Exercise brief — Look through the records that follow. Copy every line containing the word "relative".

Provided material —

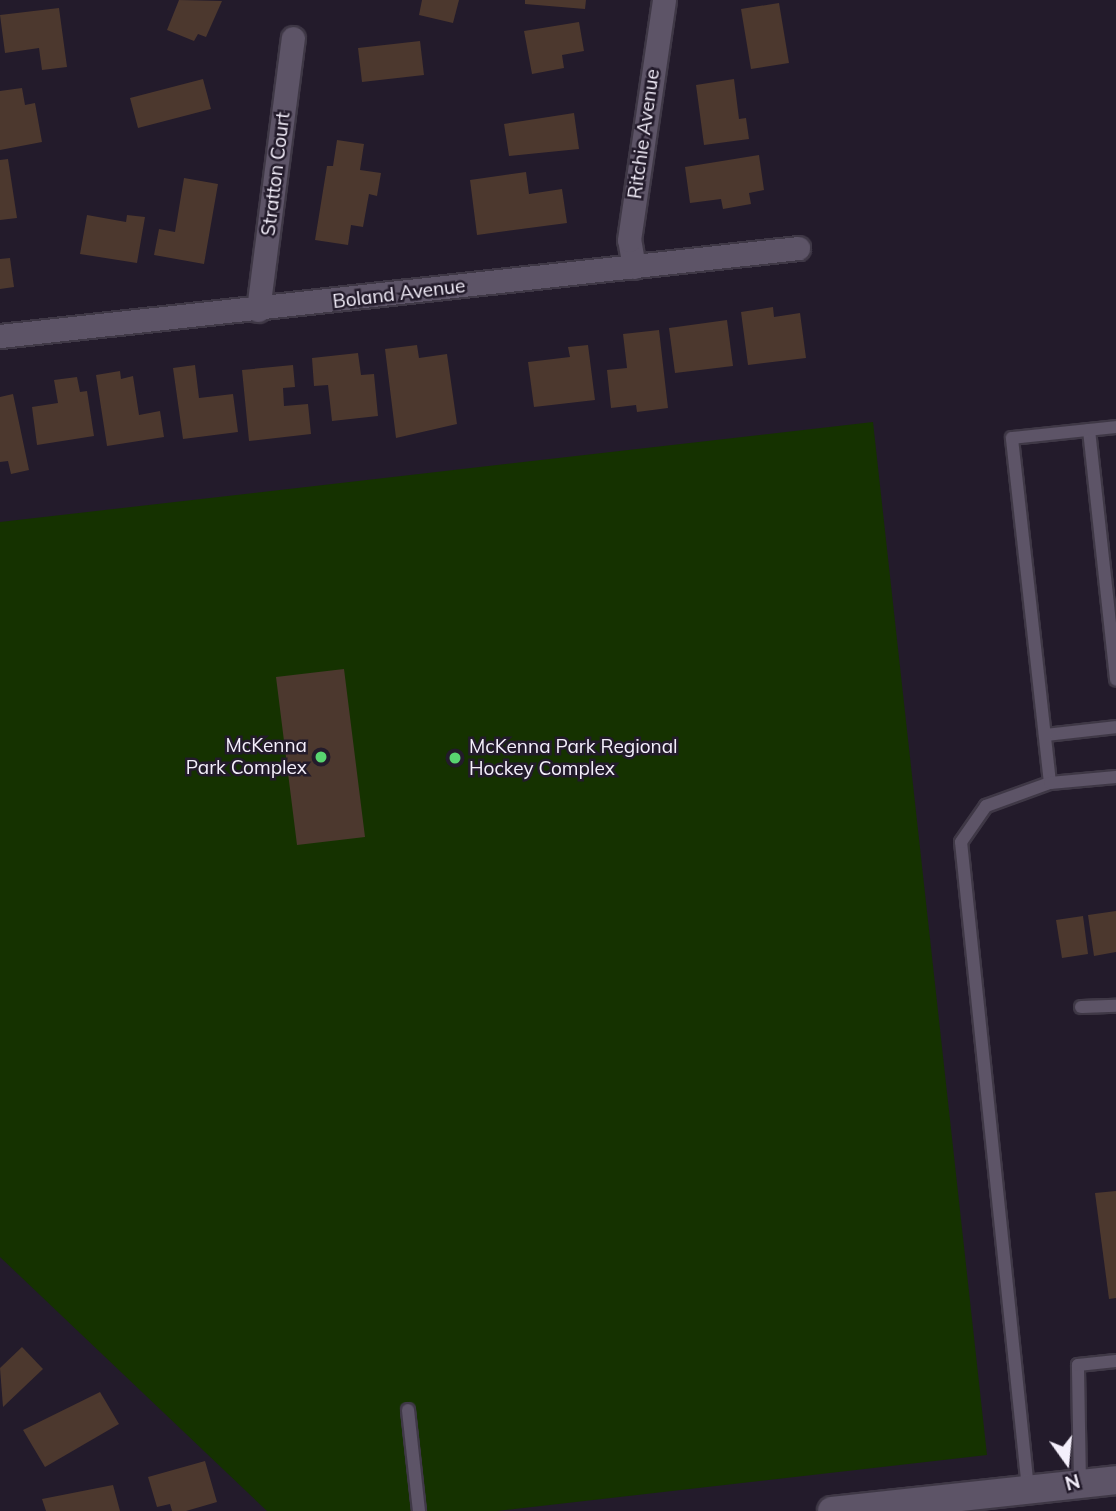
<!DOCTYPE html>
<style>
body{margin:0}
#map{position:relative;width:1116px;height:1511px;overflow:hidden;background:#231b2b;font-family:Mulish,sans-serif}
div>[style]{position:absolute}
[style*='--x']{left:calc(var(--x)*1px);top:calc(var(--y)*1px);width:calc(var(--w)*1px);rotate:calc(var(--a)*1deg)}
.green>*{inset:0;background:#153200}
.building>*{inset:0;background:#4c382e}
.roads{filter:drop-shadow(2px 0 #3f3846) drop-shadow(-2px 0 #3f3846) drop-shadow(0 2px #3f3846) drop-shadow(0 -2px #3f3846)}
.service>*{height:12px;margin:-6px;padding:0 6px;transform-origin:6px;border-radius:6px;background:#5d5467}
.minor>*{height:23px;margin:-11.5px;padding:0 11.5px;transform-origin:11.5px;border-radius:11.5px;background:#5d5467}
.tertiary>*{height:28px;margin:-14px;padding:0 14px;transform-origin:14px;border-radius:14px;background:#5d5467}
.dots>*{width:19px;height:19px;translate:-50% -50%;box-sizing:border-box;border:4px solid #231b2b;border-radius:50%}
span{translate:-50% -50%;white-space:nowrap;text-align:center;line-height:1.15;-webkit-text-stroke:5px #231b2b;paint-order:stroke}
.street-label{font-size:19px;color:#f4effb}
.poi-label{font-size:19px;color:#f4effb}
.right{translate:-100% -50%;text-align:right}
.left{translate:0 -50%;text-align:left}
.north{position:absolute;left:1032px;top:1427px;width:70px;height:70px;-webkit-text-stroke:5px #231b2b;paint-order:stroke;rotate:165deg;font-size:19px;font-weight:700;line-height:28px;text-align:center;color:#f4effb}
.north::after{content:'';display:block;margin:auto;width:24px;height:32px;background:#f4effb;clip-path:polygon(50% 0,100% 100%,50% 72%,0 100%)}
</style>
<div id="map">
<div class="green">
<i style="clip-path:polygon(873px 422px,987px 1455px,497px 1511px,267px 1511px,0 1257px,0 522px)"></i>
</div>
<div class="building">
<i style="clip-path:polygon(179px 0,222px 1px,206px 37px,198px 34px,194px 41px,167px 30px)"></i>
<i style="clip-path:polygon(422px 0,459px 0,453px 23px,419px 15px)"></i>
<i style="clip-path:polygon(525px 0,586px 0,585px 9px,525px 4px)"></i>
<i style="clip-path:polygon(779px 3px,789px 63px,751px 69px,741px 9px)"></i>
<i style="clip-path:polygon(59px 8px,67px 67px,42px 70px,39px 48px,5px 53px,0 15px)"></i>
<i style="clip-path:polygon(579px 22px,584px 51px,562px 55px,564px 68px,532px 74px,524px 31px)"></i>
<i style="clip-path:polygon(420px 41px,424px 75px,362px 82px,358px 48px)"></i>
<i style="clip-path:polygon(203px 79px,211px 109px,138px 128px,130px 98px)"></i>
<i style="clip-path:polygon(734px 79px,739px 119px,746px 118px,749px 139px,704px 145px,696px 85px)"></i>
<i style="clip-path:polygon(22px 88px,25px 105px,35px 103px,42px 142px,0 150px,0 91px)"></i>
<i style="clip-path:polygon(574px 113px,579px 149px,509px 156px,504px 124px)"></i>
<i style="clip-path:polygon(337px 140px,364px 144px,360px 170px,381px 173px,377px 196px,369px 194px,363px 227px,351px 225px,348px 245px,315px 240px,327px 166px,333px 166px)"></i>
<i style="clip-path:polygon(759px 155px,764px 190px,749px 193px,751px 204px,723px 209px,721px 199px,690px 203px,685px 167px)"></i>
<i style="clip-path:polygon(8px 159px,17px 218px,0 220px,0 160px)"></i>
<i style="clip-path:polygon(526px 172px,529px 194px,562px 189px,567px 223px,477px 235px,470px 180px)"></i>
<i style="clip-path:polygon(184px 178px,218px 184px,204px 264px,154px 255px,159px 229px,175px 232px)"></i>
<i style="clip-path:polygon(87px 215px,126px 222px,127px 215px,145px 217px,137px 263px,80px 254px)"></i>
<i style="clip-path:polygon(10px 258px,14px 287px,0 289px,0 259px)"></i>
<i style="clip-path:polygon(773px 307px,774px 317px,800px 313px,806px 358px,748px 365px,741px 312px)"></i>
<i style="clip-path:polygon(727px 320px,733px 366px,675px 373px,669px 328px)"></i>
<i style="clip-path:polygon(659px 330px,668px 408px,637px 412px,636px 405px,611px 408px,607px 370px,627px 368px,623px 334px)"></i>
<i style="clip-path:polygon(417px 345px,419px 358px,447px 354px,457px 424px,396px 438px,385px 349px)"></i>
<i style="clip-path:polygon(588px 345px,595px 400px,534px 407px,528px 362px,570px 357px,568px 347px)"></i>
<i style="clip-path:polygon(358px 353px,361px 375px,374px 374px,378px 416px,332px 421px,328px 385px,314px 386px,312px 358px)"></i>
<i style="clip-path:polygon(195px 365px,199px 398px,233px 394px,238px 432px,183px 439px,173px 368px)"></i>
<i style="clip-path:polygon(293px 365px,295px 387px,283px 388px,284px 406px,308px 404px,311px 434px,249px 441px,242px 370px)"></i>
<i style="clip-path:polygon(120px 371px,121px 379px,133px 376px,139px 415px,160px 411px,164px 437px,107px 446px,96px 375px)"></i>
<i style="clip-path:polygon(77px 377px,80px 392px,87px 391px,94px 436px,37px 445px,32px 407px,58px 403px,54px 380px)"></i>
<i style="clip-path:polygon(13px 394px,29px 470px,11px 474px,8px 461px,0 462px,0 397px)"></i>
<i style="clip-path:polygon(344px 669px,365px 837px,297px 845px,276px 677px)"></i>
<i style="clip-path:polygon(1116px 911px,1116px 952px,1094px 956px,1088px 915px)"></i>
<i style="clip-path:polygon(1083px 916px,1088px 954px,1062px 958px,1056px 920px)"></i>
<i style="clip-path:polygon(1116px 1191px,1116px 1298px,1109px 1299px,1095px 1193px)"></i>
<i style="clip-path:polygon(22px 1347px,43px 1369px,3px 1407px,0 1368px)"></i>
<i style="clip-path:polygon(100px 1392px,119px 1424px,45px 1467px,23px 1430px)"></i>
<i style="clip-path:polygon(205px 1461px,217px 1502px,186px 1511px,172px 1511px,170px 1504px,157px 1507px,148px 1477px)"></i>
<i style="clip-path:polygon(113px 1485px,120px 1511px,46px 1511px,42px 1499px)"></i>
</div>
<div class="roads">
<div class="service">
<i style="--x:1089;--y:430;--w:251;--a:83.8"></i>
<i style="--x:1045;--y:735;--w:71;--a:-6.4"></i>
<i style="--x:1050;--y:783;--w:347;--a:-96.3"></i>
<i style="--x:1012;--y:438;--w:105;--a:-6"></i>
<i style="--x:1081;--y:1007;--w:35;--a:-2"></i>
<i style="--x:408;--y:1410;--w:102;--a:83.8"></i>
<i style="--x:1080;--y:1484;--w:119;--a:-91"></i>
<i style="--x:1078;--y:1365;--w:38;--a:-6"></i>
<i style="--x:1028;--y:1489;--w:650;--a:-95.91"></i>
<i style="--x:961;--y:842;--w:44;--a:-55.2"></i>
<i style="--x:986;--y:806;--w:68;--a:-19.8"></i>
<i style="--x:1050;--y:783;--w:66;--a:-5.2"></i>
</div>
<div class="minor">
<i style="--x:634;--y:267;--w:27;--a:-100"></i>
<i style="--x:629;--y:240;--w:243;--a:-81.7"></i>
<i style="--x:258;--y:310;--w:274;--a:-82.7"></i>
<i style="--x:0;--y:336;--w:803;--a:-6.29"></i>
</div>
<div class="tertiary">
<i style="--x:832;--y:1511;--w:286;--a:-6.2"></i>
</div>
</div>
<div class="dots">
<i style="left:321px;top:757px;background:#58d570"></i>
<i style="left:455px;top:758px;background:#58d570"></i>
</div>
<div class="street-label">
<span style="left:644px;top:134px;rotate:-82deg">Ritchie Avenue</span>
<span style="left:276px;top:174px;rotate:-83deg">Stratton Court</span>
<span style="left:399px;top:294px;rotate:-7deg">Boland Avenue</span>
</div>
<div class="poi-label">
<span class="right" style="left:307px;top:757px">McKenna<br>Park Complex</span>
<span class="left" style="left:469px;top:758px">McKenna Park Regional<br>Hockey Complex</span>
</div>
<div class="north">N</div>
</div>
==
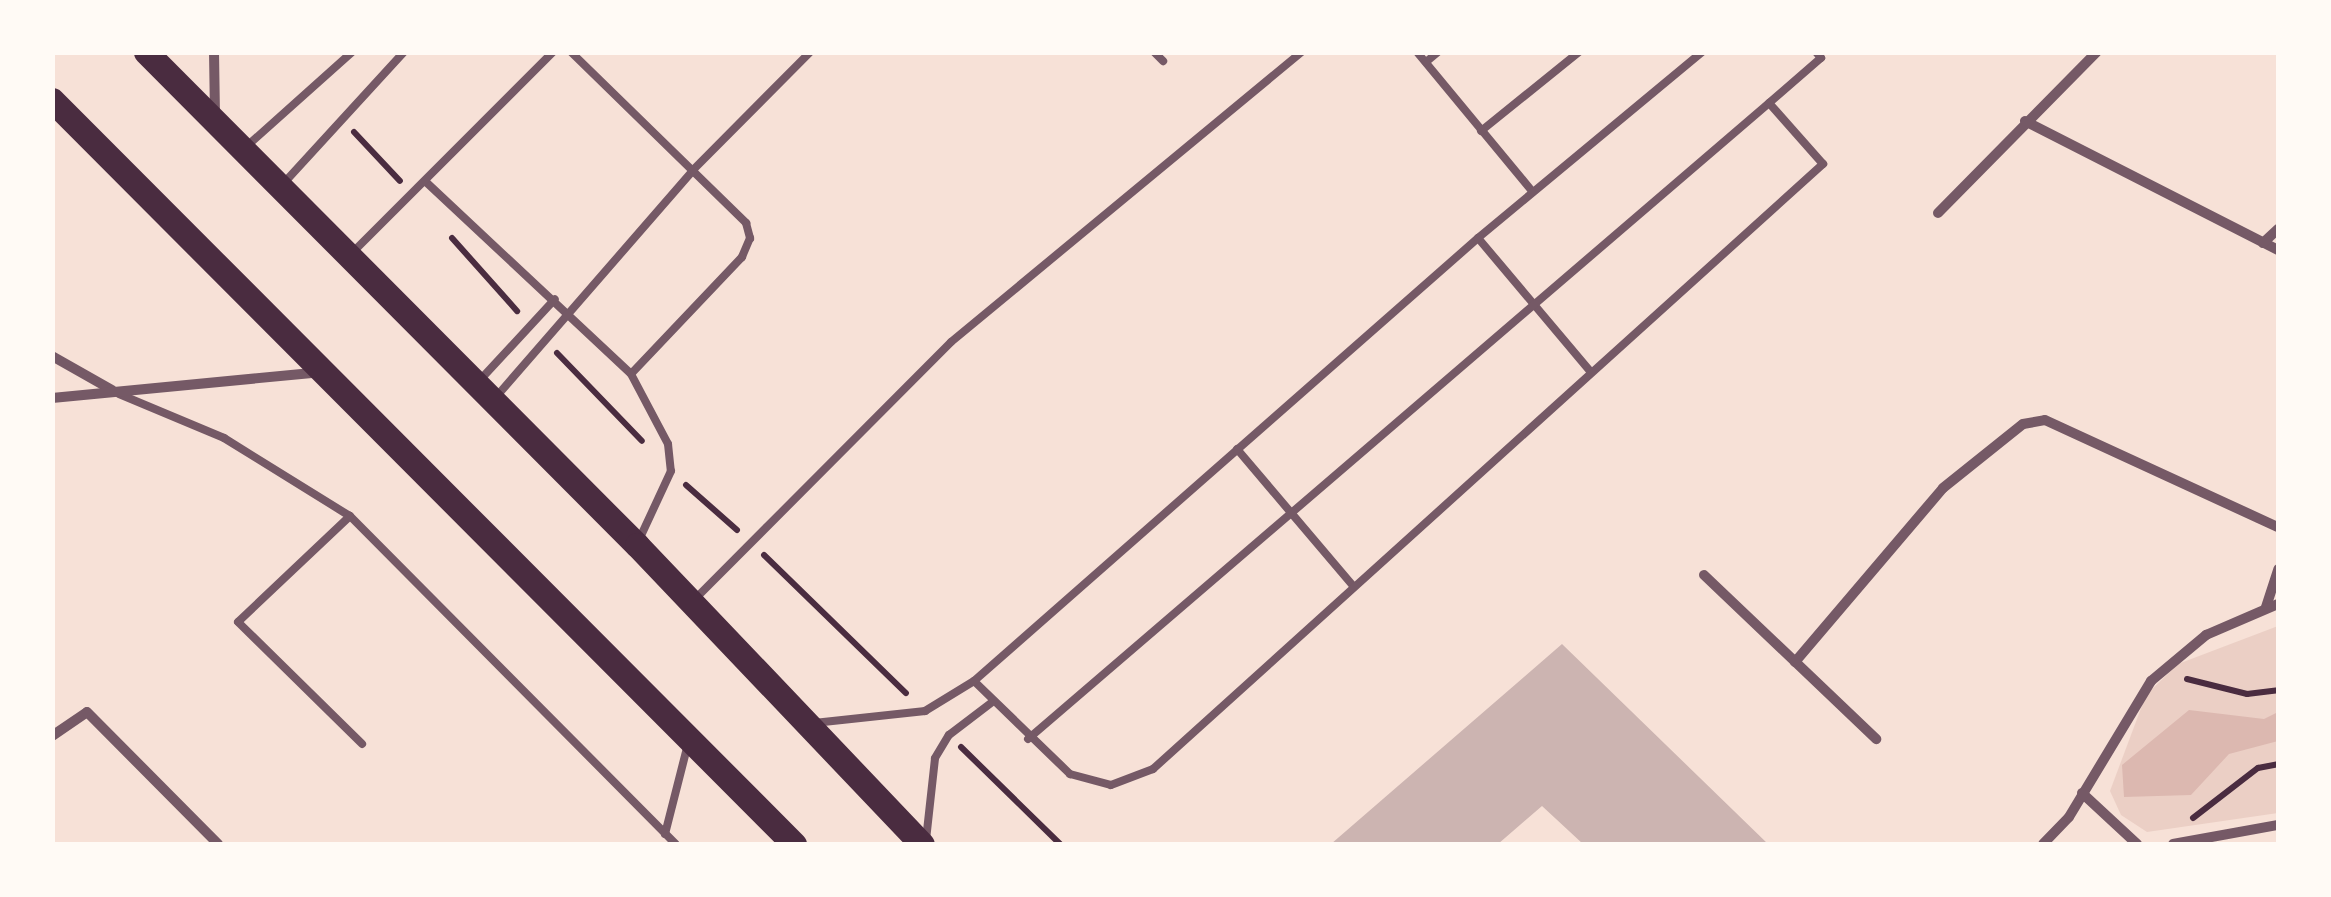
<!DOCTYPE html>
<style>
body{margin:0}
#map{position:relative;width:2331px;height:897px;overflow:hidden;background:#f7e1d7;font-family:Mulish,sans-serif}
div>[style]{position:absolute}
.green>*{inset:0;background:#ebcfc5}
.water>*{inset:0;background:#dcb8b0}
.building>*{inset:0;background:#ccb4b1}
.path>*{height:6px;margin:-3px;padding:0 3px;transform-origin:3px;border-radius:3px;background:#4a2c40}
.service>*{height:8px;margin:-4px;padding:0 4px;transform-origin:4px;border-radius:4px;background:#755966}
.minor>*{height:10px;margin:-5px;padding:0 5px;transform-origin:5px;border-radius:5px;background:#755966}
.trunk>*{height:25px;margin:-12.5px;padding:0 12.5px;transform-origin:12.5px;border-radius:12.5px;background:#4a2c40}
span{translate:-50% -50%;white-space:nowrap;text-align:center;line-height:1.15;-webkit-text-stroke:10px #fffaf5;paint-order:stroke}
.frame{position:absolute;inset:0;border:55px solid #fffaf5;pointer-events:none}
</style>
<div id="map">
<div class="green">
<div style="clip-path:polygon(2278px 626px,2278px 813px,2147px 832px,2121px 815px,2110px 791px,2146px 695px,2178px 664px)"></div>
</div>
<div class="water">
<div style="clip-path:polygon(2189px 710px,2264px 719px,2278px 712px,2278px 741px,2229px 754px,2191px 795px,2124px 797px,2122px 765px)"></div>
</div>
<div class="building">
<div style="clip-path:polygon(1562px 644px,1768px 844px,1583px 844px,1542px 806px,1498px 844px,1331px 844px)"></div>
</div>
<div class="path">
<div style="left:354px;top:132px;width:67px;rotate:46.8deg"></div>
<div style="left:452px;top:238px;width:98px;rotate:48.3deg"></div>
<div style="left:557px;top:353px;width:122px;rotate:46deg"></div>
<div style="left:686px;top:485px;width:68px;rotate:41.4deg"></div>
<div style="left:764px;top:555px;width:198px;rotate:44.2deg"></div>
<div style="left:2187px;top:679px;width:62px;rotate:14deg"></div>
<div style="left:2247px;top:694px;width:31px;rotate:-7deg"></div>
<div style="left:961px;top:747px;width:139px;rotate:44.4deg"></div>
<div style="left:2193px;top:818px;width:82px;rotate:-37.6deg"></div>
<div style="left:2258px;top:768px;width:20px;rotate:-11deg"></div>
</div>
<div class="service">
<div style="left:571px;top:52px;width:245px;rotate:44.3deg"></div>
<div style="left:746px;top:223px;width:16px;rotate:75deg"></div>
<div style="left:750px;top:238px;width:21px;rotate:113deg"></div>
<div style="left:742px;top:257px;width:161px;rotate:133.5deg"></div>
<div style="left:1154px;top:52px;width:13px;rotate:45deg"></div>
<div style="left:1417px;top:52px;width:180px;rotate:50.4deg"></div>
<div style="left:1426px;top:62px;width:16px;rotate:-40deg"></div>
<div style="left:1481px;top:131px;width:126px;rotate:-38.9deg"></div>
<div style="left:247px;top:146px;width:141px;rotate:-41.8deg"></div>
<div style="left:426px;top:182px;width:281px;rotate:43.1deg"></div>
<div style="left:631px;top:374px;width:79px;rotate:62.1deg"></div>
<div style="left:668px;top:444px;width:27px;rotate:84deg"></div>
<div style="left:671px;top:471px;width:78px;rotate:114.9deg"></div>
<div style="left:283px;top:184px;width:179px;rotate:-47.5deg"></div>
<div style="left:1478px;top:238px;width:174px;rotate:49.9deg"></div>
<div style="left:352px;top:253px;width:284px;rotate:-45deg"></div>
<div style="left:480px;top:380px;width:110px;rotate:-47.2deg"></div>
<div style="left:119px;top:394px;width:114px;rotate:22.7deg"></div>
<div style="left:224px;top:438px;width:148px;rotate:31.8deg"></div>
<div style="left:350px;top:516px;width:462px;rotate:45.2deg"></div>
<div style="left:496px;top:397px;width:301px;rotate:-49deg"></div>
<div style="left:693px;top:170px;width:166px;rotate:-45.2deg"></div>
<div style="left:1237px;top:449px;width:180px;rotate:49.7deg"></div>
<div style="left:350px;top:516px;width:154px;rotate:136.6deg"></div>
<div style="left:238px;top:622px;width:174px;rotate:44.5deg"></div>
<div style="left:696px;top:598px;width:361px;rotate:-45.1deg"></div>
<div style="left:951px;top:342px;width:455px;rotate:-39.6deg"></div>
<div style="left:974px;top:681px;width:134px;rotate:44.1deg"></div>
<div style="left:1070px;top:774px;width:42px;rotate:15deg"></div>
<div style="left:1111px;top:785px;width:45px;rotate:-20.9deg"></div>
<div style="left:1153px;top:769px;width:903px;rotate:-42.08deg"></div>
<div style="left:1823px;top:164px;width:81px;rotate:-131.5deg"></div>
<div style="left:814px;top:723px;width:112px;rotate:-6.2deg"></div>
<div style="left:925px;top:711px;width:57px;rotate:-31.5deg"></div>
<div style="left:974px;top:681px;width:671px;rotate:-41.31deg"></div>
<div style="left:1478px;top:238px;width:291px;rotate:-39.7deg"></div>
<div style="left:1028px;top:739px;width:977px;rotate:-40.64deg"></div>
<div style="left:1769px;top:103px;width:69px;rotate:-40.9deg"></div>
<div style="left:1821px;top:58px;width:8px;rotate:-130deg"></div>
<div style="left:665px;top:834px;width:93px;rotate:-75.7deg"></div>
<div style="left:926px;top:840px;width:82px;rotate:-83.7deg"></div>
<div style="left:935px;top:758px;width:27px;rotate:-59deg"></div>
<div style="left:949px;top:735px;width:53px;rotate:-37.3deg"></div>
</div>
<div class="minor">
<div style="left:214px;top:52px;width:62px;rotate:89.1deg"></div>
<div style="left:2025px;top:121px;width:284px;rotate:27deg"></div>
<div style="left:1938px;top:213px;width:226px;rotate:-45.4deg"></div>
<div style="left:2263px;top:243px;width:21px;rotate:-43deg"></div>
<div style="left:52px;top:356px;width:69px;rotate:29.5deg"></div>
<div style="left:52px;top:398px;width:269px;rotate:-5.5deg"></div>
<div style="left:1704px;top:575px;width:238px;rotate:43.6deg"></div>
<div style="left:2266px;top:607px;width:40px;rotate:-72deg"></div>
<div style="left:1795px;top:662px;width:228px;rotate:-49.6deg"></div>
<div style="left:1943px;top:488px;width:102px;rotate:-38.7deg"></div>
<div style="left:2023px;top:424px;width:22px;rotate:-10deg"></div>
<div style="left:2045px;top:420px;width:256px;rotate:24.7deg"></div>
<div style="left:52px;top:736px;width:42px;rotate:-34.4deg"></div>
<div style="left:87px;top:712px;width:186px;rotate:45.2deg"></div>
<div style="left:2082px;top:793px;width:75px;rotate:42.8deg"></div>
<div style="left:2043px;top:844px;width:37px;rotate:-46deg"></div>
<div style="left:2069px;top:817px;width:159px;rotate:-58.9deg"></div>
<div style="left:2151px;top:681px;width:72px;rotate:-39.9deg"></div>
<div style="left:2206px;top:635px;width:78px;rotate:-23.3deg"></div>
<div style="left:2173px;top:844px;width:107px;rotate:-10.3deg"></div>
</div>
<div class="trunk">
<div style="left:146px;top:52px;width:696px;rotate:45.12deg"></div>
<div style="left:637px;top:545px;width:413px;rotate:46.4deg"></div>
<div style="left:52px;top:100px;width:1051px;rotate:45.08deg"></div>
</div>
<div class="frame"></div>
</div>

Exercise result —
#map{position:relative;width:1116px;height:1511px;overflow:hidden;background:#231b2b;font-family:Mulish,sans-serif}
#map{position:relative;width:2331px;height:897px;overflow:hidden;background:#f7e1d7;font-family:Mulish,sans-serif}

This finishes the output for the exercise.